WHAT YOU WILL DO ▸ Would you write out the entries that follow word for word, omitting any images?

#### DATASET

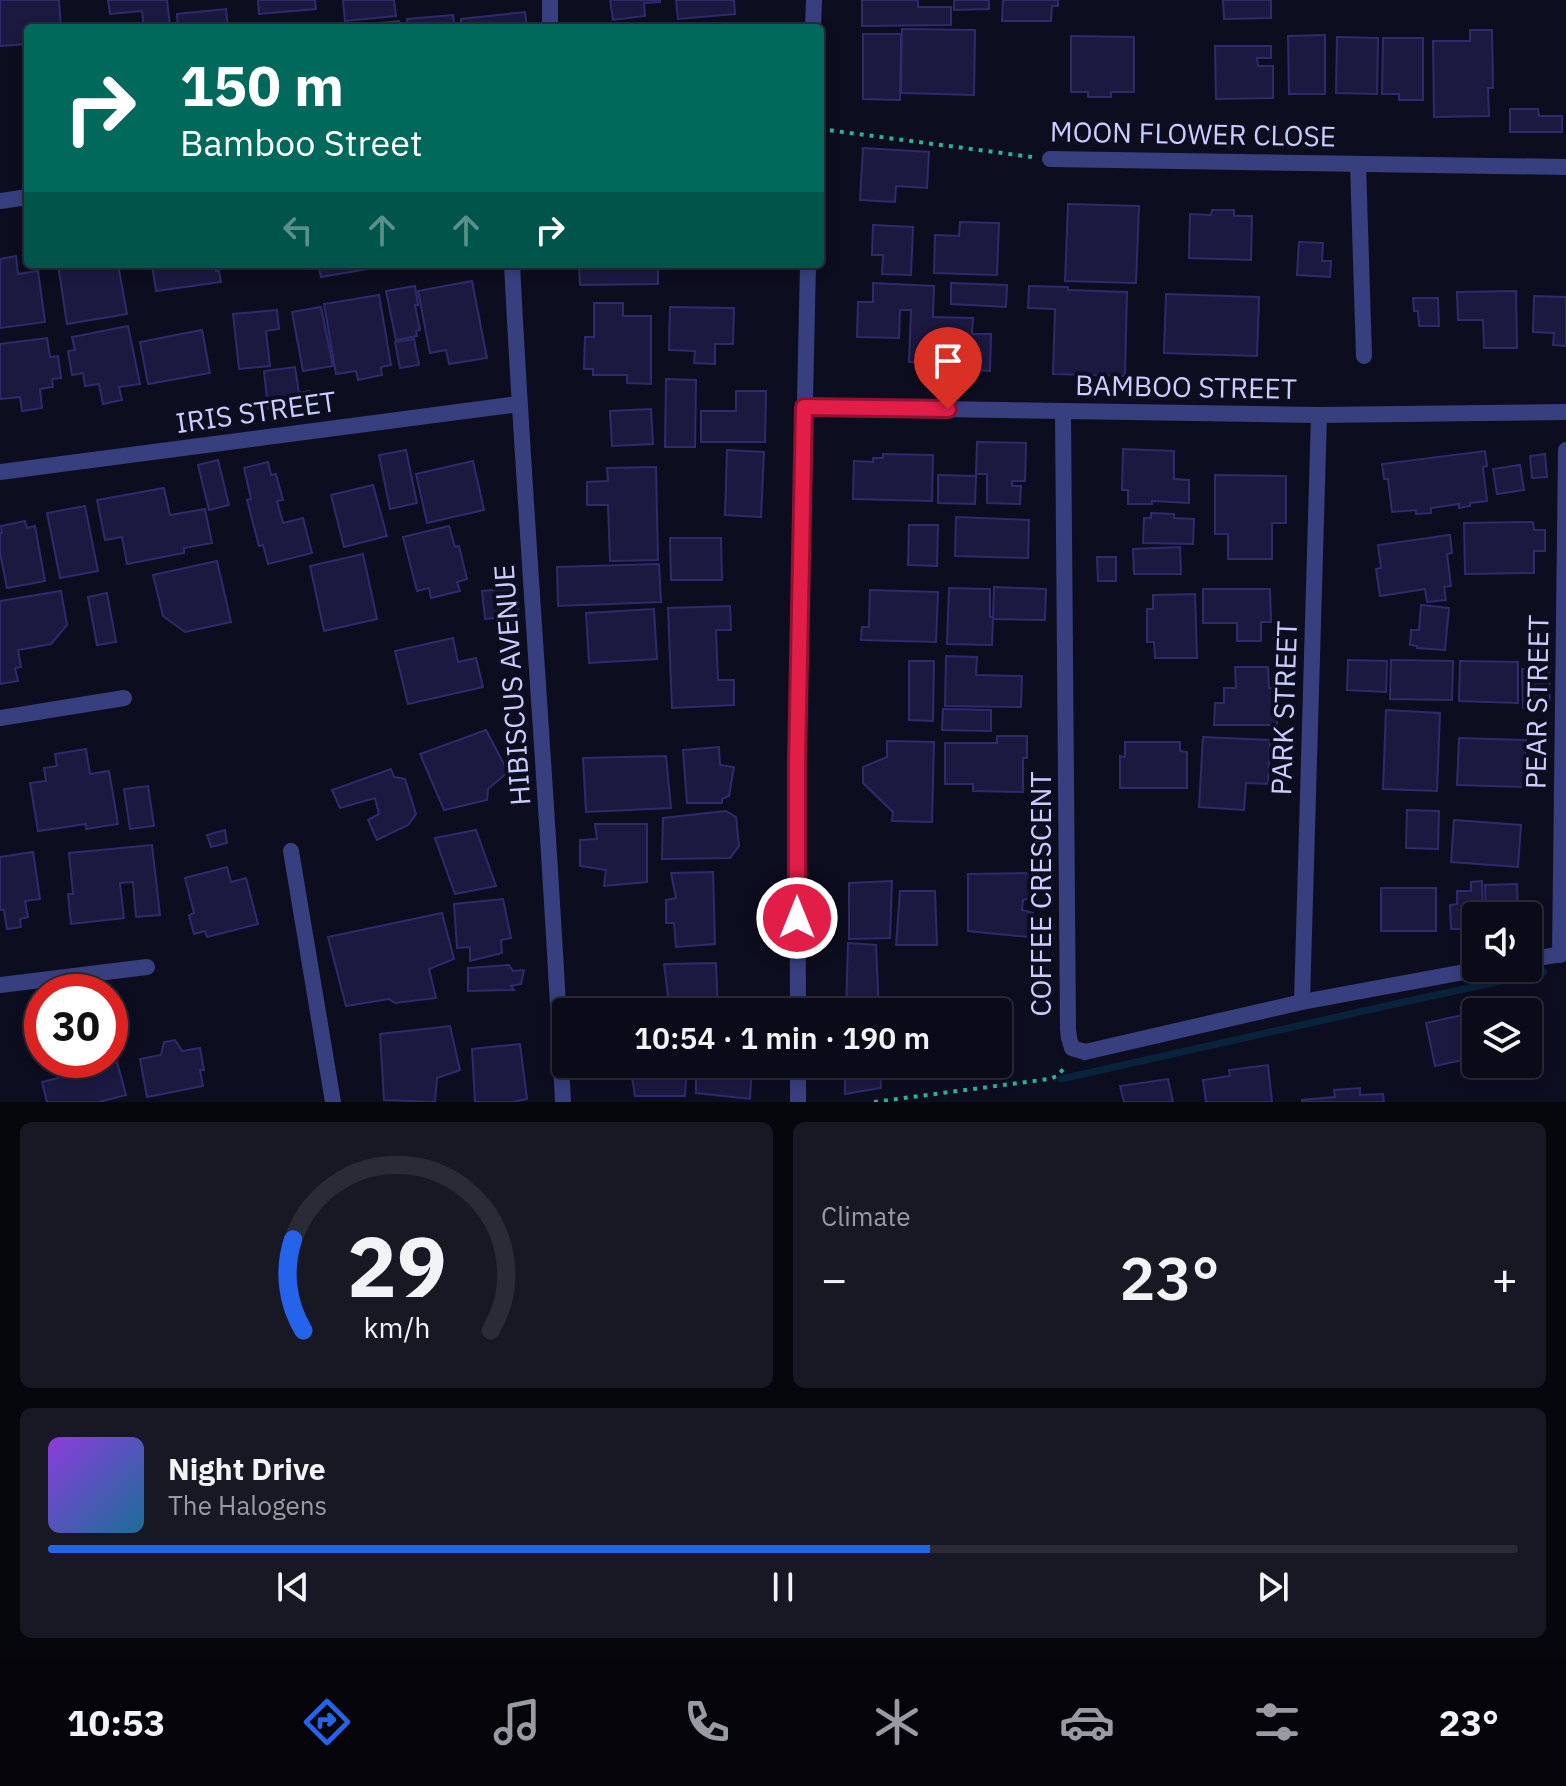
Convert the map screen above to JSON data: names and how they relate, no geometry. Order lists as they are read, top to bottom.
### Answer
{
  "streets": {
    "street": [
      "MOON FLOWER CLOSE",
      "BAMBOO STREET",
      "IRIS STREET",
      "HIBISCUS AVENUE",
      "PEAR STREET",
      "PARK STREET",
      "COFFEE CRESCENT"
    ]
  },
  "crossings": [
    ["BAMBOO STREET", "PARK STREET"],
    ["BAMBOO STREET", "COFFEE CRESCENT"],
    ["IRIS STREET", "HIBISCUS AVENUE"],
    ["PARK STREET", "COFFEE CRESCENT"]
  ],
  "page": {
    "turn": ["150 m", "Bamboo Street"],
    "limit": "30",
    "trip": "10:54 · 1 min · 190 m",
    "tile": "Climate",
    "heat": ["−", "23°", "+"],
    "song": ["Night Drive", "The Halogens"],
    "tabs": ["10:53", "23°"],
    "gauge": ["29", "km/h"]
  }
}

########

RESPONSE BELOW ▸
Convert the map screen above to JSON data: names and how they relate, no geometry. Order lists as they are read, top to bottom.
### Answer
{
  "streets": {
    "street": [
      "MOON FLOWER CLOSE",
      "BAMBOO STREET",
      "IRIS STREET",
      "HIBISCUS AVENUE",
      "PEAR STREET",
      "PARK STREET",
      "COFFEE CRESCENT"
    ]
  },
  "crossings": [
    ["BAMBOO STREET", "PARK STREET"],
    ["BAMBOO STREET", "COFFEE CRESCENT"],
    ["IRIS STREET", "HIBISCUS AVENUE"],
    ["PARK STREET", "COFFEE CRESCENT"]
  ],
  "page": {
    "turn": ["150 m", "Bamboo Street"],
    "limit": "30",
    "trip": "10:54 · 1 min · 190 m",
    "tile": "Climate",
    "heat": ["−", "23°", "+"],
    "song": ["Night Drive", "The Halogens"],
    "tabs": ["10:53", "23°"],
    "gauge": ["29", "km/h"]
  }
}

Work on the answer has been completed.